* Work to be completed
Each line holding the word "casing" must appear in the answer, copied from the entries.

* Dataset entries
# # #

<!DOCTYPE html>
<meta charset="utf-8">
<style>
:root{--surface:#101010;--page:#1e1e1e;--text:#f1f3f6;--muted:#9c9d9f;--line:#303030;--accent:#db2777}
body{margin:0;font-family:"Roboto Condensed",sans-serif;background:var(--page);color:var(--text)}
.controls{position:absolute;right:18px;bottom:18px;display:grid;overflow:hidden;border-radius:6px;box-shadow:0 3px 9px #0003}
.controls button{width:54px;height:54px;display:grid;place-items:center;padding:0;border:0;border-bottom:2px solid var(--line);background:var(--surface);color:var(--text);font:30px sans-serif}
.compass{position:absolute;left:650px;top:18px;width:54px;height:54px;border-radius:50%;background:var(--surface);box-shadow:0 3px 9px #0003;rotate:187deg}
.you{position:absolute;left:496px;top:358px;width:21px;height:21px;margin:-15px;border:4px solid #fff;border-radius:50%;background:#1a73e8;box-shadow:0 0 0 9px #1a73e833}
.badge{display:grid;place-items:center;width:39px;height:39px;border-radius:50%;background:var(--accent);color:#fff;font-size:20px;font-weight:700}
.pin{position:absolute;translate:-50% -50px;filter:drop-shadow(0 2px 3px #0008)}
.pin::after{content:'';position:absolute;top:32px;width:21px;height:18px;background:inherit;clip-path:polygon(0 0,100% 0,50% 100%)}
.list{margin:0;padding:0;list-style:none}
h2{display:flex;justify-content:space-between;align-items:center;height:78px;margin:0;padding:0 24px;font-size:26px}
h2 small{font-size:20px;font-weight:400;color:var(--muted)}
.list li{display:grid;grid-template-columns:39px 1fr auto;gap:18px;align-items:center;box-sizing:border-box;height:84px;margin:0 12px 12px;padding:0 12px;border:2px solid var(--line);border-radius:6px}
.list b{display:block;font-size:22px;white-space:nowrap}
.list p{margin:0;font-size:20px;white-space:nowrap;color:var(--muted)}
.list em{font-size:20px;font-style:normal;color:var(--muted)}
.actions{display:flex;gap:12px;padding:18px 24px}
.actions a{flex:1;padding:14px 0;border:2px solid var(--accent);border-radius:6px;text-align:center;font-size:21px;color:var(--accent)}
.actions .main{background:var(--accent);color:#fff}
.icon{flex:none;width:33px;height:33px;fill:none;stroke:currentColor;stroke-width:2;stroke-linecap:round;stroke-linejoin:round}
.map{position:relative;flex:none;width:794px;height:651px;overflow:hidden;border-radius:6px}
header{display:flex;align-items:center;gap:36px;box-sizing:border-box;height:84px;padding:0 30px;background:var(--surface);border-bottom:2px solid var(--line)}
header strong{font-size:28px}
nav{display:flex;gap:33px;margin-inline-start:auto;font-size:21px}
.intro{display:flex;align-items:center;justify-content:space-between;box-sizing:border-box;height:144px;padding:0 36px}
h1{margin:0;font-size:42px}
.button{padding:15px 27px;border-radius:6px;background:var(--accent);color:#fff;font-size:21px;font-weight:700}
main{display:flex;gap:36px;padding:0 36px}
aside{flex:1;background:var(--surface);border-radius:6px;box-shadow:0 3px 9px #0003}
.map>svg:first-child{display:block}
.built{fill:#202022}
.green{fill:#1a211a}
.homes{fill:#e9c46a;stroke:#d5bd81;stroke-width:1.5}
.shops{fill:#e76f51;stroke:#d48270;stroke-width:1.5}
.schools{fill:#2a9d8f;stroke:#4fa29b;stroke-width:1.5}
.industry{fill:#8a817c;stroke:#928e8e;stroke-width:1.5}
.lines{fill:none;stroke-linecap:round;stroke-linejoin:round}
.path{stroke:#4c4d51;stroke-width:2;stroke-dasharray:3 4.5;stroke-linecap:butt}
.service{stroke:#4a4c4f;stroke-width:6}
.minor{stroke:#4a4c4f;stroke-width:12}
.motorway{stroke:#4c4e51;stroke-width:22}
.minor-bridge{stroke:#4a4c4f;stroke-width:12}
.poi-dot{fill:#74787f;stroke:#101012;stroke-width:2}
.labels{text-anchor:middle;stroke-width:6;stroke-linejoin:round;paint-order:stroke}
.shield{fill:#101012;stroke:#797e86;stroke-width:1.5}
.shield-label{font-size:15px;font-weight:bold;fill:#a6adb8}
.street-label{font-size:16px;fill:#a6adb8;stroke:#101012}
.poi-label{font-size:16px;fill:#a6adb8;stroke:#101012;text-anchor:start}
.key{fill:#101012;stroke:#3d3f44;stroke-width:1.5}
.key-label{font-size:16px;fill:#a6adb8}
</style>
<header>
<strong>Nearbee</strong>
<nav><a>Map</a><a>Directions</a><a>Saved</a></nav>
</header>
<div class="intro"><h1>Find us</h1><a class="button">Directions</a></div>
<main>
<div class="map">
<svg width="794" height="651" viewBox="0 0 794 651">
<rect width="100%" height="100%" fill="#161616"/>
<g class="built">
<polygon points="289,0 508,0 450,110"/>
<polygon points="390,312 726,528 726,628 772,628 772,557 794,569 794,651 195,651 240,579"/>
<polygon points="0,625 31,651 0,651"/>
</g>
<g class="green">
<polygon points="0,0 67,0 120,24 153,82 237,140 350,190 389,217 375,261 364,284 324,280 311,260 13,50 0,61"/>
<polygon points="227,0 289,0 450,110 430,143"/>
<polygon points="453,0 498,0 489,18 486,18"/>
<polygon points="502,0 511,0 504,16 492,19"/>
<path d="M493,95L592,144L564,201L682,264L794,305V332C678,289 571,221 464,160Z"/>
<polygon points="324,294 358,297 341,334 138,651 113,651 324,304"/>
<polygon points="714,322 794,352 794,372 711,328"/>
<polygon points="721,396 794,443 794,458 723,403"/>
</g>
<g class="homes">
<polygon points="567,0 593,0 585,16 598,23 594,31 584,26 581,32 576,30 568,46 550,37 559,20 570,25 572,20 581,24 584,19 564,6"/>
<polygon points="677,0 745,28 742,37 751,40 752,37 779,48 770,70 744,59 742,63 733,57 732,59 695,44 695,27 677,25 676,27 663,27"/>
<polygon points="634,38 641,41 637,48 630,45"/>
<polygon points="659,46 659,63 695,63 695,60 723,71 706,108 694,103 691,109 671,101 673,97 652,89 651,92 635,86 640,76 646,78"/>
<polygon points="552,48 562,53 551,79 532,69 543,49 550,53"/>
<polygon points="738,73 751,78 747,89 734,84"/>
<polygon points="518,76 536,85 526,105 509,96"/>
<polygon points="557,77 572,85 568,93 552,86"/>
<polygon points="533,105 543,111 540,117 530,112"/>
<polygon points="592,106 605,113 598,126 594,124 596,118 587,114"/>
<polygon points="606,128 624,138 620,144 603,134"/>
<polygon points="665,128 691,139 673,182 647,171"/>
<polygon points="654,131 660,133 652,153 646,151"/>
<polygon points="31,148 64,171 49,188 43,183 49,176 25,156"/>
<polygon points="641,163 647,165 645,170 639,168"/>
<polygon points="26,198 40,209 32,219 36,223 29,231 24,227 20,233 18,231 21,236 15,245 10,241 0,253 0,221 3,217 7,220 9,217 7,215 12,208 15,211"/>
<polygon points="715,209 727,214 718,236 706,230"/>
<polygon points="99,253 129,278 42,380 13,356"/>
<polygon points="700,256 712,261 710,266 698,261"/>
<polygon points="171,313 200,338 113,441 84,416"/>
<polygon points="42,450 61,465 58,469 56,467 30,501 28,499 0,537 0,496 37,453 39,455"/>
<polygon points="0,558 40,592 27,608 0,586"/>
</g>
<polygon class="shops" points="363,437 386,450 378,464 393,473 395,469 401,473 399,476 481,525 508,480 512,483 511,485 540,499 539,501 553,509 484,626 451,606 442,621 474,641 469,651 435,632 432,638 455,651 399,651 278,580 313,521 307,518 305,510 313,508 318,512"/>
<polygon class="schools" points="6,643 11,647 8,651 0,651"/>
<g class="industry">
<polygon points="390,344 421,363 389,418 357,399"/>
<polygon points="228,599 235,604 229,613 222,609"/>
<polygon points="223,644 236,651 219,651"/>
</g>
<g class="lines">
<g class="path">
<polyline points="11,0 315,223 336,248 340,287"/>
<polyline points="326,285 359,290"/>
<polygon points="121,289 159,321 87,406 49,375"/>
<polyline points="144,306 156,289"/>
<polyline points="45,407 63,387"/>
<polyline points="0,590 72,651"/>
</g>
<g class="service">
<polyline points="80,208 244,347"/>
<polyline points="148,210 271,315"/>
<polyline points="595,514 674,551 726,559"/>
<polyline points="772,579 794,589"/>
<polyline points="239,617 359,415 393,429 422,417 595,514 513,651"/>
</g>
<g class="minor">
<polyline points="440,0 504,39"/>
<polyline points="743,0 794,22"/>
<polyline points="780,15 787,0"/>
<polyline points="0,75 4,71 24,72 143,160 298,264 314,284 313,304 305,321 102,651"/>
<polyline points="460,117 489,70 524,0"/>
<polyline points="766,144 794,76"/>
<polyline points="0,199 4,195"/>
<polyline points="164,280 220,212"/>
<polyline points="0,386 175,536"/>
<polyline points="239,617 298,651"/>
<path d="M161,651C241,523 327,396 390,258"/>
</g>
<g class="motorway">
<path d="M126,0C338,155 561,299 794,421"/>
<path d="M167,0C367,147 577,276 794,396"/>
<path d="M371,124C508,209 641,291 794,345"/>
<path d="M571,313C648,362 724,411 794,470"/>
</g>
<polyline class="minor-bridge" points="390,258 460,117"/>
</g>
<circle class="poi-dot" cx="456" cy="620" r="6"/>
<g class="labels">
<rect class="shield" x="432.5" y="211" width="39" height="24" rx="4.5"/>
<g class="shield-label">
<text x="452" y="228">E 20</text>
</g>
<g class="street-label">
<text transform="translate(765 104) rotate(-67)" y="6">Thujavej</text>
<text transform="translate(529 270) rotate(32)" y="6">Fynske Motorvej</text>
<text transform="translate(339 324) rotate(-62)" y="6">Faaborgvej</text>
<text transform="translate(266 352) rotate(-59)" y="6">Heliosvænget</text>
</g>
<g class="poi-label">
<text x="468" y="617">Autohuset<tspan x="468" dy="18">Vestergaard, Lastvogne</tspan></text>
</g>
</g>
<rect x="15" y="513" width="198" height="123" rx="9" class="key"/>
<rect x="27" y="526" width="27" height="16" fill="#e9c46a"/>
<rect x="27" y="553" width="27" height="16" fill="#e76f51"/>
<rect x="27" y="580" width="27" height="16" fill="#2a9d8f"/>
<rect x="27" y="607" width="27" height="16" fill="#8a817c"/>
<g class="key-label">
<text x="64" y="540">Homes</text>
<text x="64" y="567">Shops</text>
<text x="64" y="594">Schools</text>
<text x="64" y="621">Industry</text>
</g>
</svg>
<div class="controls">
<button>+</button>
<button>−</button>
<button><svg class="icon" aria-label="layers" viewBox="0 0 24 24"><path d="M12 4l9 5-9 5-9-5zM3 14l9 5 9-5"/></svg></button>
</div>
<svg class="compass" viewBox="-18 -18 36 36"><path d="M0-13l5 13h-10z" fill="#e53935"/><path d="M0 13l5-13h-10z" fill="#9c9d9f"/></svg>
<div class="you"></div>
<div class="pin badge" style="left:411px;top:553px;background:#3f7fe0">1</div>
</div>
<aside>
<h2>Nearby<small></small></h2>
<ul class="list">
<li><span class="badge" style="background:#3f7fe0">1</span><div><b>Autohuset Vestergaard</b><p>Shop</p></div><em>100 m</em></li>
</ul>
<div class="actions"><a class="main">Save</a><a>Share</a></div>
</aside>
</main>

# # #

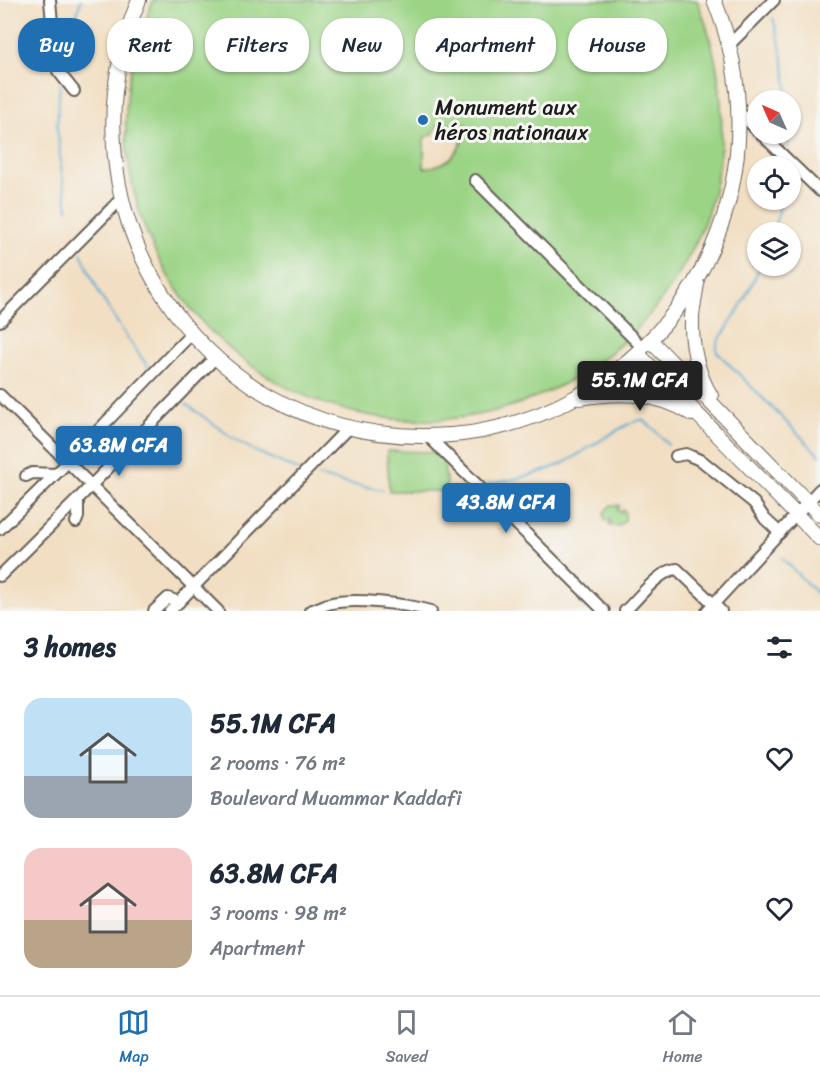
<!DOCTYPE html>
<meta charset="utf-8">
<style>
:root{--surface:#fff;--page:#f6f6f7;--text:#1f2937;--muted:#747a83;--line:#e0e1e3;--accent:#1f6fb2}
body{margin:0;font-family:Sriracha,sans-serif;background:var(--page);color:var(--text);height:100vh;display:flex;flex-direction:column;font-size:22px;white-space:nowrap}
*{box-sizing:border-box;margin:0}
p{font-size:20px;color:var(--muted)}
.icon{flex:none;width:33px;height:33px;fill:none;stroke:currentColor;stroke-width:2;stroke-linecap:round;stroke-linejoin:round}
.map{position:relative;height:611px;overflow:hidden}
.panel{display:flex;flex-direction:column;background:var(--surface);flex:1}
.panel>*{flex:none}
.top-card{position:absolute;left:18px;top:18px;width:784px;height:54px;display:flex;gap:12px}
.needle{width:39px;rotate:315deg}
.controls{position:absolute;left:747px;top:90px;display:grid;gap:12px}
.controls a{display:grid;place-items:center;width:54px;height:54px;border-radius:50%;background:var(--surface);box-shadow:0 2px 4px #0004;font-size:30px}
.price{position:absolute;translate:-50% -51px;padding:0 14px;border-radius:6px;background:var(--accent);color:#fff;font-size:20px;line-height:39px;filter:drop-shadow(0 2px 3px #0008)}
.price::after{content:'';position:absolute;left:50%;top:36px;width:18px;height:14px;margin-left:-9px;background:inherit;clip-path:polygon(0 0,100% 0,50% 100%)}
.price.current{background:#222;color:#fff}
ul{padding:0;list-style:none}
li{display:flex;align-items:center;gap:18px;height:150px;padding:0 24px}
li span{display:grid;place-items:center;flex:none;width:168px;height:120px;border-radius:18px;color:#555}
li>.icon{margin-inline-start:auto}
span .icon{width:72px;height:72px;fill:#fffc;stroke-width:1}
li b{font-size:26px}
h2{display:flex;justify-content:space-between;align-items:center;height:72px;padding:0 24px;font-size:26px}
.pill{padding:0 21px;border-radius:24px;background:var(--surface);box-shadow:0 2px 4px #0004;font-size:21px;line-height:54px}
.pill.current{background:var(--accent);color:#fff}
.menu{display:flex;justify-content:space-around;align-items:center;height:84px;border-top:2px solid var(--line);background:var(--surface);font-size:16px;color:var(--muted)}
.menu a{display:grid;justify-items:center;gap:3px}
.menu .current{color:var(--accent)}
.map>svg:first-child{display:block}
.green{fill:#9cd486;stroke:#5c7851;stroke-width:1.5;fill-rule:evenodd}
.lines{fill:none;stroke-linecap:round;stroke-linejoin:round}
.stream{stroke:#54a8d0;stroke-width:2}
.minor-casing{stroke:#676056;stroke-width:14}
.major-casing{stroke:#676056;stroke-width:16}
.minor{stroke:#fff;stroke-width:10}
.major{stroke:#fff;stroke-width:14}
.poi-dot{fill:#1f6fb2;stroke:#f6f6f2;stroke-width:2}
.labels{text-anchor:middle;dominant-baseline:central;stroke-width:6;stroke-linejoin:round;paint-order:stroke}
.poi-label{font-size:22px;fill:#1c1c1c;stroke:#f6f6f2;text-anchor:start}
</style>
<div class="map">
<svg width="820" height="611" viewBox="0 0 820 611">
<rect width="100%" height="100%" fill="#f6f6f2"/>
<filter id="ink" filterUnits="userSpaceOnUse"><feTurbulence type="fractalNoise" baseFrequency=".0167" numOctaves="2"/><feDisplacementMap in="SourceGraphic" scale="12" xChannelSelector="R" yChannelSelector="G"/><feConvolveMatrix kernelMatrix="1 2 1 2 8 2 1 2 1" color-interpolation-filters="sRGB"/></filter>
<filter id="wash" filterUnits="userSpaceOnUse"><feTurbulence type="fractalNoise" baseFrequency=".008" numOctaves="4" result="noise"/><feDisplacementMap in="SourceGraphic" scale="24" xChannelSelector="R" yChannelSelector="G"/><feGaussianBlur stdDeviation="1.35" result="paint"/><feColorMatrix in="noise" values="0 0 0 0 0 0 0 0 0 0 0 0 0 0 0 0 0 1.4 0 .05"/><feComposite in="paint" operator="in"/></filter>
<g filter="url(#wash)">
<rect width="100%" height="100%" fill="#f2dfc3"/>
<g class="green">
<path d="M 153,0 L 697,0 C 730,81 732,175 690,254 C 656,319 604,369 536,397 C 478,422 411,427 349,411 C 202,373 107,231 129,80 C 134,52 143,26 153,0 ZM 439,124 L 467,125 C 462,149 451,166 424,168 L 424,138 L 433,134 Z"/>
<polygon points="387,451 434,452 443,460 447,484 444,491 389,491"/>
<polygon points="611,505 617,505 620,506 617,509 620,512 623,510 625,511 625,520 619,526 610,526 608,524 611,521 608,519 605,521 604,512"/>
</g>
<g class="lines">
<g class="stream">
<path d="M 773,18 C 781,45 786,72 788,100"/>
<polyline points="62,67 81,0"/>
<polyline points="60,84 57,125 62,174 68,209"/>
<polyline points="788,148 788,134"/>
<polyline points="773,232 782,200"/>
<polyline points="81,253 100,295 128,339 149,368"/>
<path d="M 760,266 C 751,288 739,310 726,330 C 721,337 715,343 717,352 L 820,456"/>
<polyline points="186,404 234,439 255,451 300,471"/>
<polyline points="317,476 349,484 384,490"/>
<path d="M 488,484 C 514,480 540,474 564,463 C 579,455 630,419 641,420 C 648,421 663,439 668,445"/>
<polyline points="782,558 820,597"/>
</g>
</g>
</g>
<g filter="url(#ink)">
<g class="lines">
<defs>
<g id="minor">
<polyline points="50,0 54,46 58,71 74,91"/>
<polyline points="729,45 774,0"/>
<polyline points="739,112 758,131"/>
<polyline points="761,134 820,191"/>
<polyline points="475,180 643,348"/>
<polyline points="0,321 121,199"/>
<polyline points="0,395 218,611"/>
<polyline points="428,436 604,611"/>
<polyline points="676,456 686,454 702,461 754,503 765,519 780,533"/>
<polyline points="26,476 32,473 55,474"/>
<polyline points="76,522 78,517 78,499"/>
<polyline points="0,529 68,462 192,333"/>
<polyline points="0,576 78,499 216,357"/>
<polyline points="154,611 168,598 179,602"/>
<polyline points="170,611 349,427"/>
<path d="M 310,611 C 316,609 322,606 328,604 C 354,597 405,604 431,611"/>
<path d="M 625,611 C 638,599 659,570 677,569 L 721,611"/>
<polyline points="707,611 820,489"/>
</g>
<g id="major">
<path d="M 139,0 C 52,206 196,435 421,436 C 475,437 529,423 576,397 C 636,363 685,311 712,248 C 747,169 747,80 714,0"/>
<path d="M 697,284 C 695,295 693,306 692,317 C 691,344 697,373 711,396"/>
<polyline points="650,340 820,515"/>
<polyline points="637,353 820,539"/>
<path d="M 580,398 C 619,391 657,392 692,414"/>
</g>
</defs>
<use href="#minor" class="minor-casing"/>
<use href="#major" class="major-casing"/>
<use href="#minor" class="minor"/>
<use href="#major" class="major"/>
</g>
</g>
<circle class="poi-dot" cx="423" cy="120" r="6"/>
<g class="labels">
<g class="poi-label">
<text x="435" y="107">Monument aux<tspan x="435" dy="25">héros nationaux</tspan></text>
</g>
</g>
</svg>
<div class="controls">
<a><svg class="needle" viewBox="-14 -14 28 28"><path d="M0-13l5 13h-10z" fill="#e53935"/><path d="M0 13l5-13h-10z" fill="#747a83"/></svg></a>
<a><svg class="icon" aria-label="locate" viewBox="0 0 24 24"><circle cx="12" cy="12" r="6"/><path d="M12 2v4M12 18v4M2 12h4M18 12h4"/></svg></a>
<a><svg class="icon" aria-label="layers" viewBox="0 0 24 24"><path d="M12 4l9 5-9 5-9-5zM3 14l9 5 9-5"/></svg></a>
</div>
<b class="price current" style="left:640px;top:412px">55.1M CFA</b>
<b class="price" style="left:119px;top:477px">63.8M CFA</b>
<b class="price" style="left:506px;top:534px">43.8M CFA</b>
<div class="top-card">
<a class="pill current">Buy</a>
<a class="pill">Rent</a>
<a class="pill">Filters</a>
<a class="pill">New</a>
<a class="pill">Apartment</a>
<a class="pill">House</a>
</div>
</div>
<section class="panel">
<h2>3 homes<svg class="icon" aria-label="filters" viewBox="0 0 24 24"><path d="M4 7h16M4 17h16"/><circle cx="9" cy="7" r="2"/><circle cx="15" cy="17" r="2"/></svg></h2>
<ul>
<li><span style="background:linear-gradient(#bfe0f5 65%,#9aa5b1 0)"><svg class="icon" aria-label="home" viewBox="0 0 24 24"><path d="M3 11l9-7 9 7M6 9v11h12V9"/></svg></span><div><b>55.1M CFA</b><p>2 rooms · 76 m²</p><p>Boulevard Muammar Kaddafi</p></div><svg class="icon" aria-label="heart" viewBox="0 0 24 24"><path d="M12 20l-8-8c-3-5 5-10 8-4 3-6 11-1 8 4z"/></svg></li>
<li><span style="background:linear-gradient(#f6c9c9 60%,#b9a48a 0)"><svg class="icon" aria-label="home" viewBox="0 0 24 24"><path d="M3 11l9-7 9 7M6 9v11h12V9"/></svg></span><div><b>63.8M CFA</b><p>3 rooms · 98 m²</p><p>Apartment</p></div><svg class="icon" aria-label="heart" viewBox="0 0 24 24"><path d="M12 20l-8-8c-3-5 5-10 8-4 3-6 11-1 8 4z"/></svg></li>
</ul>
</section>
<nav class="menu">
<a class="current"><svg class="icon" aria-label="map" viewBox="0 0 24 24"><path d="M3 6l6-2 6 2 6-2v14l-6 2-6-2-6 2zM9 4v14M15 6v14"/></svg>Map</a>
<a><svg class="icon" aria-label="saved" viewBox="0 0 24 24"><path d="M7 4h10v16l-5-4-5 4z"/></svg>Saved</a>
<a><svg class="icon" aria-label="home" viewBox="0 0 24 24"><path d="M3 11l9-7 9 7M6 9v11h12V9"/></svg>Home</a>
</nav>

# # #

* Your response
.minor-casing{stroke:#676056;stroke-width:14}
.major-casing{stroke:#676056;stroke-width:16}
<use href="#minor" class="minor-casing"/>
<use href="#major" class="major-casing"/>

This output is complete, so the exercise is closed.